PROBLEM DESCRIPTION: Your response should be every line from the entries that includes the string "frame".

TASK INPUTS:
....
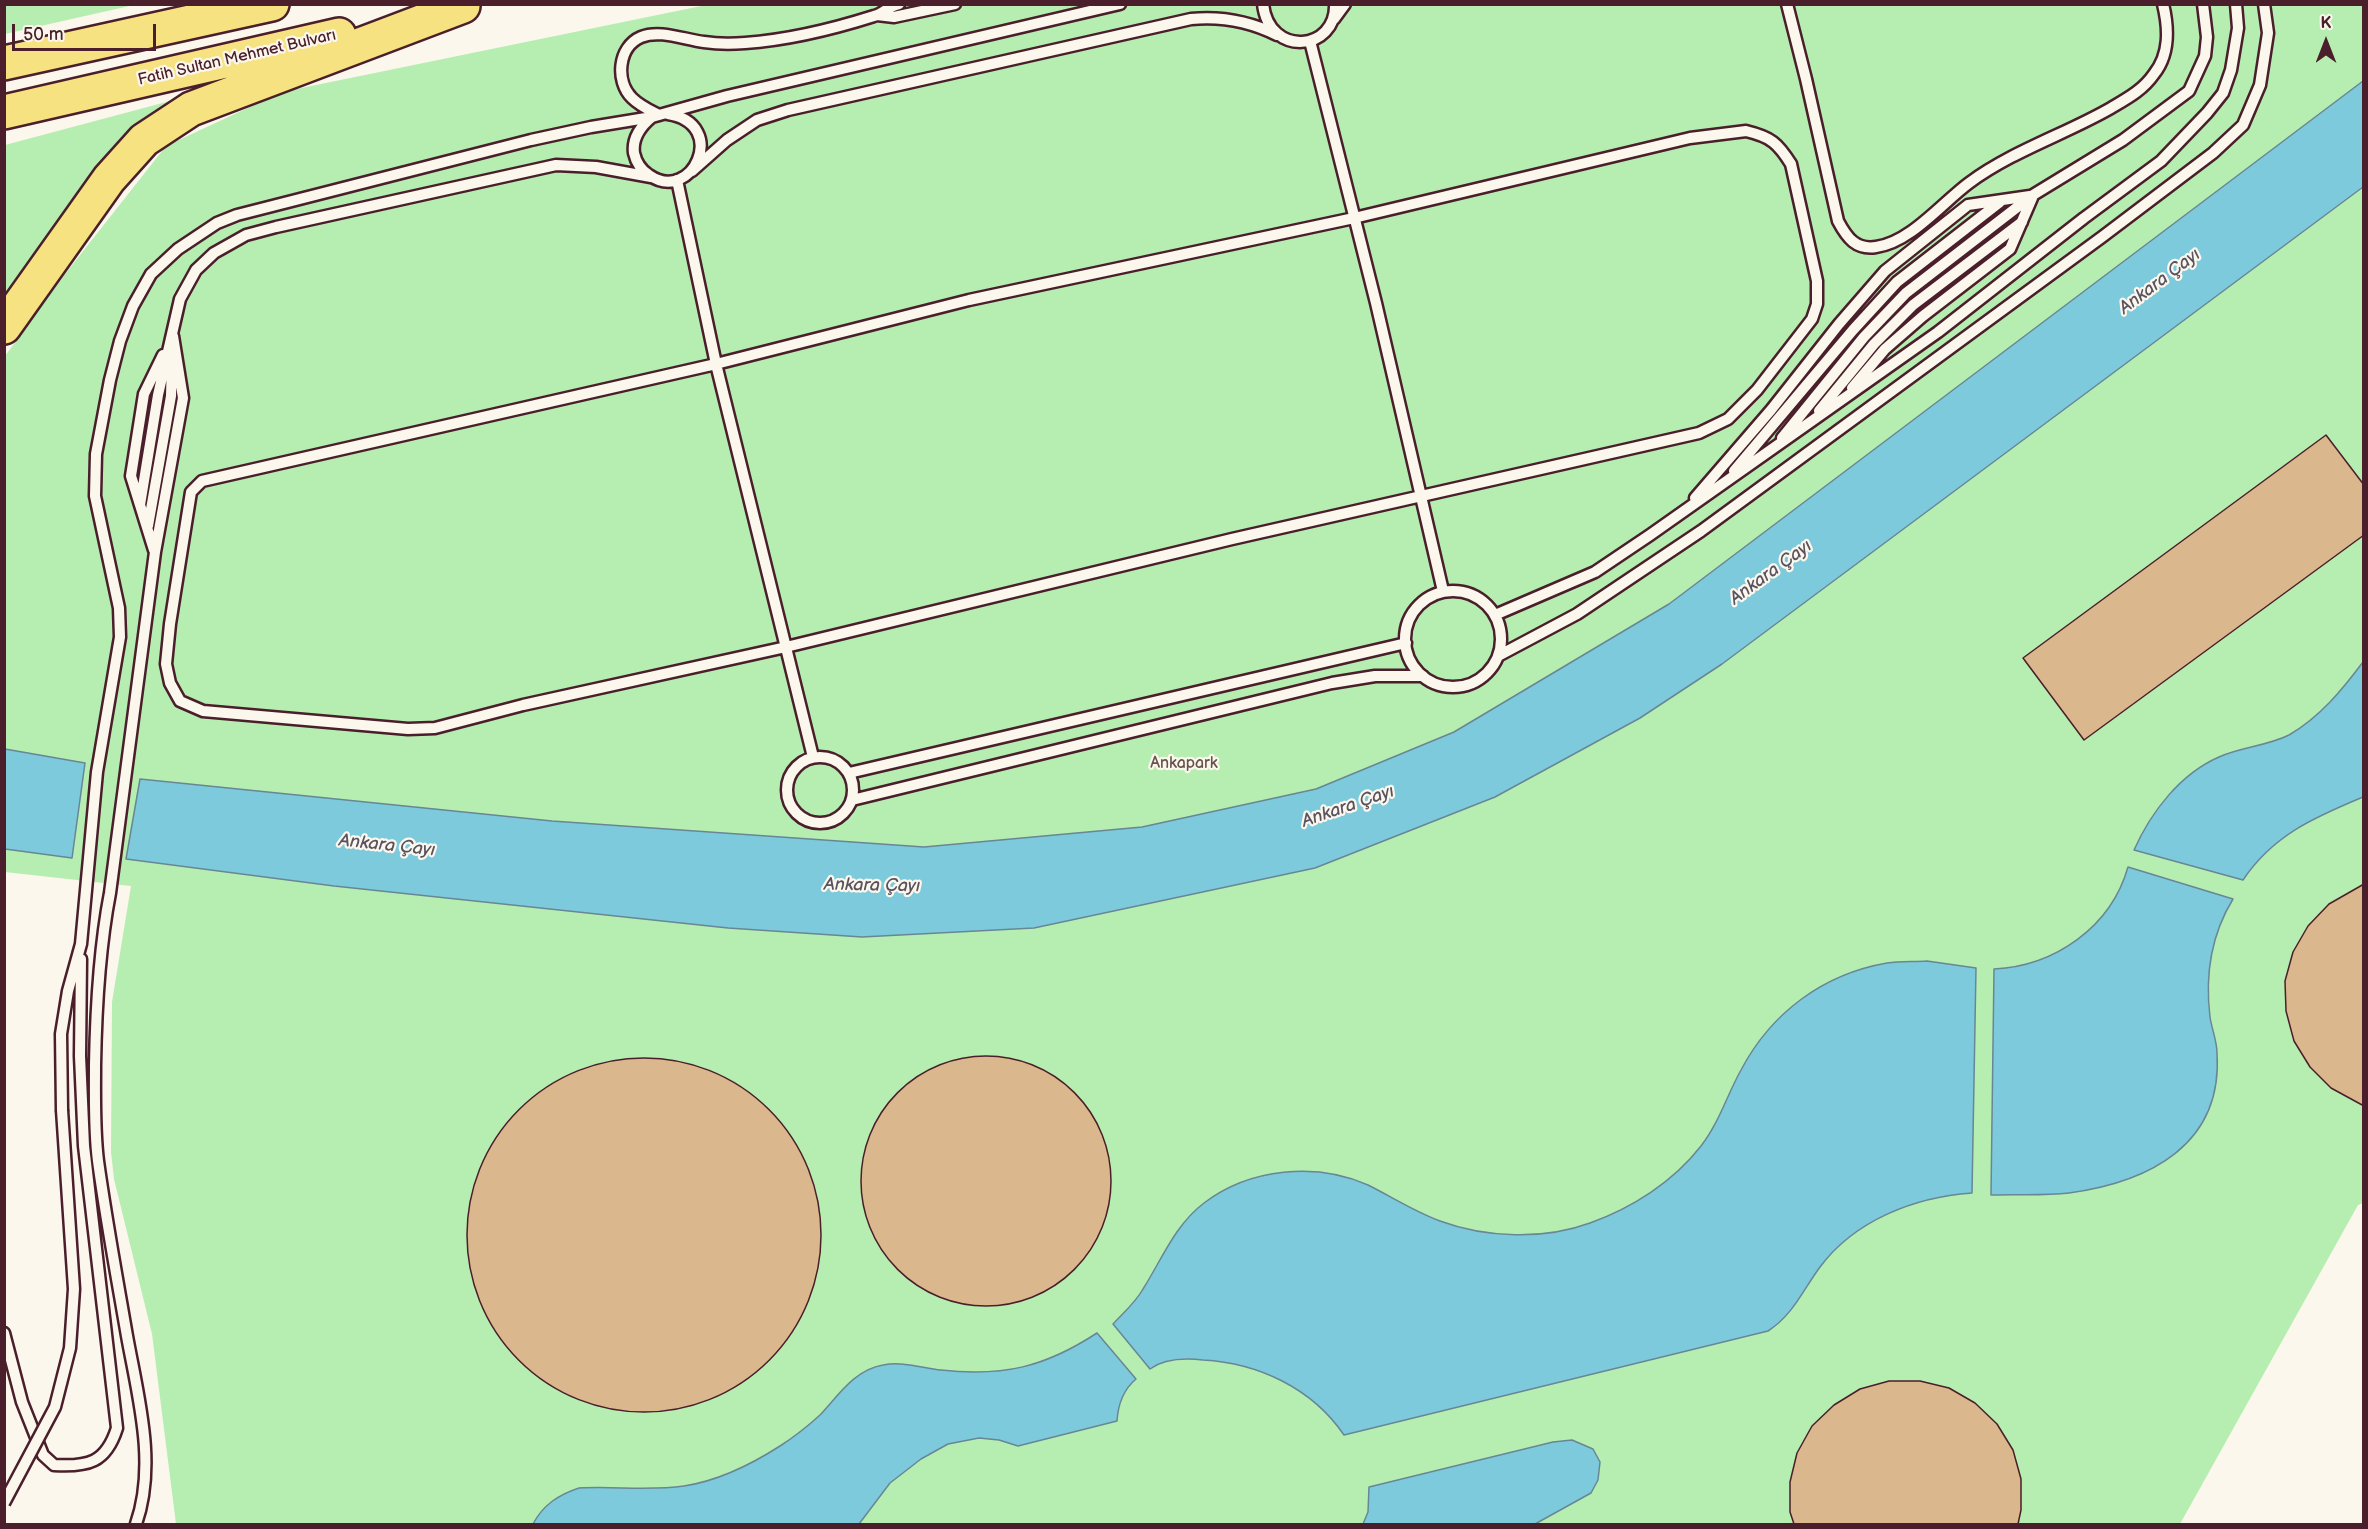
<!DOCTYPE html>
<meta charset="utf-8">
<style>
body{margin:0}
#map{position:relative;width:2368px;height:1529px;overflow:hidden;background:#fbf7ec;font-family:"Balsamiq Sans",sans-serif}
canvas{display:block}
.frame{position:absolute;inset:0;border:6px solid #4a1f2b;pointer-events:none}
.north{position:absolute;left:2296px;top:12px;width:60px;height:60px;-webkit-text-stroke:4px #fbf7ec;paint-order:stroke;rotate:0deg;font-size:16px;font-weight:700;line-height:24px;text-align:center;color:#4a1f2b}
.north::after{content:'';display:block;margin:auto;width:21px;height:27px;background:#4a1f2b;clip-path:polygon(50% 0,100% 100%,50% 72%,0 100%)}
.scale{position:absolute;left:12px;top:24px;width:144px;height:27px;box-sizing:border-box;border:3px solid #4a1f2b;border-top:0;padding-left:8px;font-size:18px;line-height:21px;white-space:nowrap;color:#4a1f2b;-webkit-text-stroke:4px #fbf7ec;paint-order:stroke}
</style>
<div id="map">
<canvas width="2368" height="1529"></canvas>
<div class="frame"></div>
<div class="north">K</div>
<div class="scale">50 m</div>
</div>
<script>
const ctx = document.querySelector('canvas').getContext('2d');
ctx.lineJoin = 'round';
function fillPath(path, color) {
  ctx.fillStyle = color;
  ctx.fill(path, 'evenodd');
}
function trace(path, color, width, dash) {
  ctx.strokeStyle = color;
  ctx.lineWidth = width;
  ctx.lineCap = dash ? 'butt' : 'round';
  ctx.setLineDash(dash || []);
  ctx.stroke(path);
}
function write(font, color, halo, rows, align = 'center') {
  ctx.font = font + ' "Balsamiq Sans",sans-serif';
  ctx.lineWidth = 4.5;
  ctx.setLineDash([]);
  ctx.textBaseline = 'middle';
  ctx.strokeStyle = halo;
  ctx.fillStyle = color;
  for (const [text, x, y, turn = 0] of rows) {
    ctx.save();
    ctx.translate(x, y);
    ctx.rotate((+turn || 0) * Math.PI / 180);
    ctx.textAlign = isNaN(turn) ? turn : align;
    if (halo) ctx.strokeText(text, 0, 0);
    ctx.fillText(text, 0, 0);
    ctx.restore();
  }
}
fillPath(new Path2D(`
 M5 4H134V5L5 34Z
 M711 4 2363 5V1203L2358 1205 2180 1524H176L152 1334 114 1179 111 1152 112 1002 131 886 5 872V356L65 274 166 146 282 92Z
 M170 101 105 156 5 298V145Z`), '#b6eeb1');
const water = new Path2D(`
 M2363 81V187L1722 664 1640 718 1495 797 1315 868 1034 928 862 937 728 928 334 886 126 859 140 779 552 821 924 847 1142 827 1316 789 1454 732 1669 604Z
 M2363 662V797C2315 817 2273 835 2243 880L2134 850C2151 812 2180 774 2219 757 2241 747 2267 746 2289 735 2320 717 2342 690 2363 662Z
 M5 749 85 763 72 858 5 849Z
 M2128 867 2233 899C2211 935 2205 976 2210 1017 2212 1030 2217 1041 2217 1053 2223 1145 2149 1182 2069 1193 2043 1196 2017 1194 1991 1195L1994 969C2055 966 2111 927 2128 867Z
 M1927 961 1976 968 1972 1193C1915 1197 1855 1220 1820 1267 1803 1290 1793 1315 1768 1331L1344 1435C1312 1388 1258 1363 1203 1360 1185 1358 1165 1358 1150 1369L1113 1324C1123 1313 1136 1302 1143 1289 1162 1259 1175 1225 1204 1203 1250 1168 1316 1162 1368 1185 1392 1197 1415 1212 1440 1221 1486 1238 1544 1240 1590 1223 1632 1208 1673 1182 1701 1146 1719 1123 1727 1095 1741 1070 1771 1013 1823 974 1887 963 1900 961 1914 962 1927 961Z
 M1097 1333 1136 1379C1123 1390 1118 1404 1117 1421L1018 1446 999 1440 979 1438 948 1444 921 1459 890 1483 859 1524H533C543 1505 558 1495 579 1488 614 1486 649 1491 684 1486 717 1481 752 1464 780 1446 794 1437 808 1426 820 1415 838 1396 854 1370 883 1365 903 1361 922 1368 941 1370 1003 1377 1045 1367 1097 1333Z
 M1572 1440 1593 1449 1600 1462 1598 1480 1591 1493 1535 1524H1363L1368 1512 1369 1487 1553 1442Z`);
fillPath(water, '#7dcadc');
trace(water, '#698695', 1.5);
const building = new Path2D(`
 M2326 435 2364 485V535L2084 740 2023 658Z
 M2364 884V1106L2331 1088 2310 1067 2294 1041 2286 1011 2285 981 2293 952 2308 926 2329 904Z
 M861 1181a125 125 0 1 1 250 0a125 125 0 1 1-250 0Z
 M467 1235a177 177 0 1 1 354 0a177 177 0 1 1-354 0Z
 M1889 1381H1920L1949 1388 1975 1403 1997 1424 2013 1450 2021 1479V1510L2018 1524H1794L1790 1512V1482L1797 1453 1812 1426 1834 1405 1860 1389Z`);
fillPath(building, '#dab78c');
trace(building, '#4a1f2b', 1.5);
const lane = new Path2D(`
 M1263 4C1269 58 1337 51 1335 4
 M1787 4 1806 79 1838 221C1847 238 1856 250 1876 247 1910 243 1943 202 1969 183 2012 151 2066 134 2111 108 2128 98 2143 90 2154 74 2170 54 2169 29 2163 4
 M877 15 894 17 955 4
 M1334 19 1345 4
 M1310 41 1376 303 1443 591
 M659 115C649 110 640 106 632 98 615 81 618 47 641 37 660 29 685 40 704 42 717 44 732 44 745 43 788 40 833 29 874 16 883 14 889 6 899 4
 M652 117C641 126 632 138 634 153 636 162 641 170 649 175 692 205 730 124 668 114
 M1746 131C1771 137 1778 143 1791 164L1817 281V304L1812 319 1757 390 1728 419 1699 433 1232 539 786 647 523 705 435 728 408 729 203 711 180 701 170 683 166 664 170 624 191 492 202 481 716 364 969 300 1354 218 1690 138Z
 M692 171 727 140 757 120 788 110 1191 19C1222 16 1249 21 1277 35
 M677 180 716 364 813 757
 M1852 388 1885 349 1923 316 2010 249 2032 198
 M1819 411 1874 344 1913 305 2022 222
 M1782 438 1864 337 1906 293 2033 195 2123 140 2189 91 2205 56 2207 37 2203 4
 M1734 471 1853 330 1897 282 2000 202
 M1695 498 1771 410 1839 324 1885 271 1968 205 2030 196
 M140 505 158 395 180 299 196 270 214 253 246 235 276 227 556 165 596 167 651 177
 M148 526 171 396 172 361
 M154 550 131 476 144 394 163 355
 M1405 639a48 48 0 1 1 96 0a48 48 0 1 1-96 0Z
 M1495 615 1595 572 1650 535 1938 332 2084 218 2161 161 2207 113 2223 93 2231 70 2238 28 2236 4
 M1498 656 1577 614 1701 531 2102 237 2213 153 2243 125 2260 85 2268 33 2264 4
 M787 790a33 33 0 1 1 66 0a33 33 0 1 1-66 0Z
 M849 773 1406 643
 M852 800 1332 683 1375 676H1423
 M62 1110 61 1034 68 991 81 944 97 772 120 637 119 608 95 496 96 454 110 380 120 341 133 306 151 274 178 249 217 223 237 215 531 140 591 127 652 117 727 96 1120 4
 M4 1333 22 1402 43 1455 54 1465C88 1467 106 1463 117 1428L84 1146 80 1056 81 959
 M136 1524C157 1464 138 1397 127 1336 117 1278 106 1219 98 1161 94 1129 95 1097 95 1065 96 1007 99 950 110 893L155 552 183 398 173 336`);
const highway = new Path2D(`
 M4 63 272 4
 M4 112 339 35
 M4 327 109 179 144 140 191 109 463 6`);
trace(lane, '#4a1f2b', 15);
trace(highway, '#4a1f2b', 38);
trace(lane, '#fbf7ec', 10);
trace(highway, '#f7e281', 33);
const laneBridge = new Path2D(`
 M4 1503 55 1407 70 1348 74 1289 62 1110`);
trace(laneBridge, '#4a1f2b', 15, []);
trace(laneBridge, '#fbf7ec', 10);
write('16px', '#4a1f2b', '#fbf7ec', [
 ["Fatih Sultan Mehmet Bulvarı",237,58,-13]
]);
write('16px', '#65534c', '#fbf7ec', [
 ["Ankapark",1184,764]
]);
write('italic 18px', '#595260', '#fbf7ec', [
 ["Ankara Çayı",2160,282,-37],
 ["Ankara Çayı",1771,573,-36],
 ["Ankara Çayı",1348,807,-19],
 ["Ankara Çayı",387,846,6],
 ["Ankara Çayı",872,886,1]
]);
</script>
....
RESULT OF THIS TASK:
.frame{position:absolute;inset:0;border:6px solid #4a1f2b;pointer-events:none}
<div class="frame"></div>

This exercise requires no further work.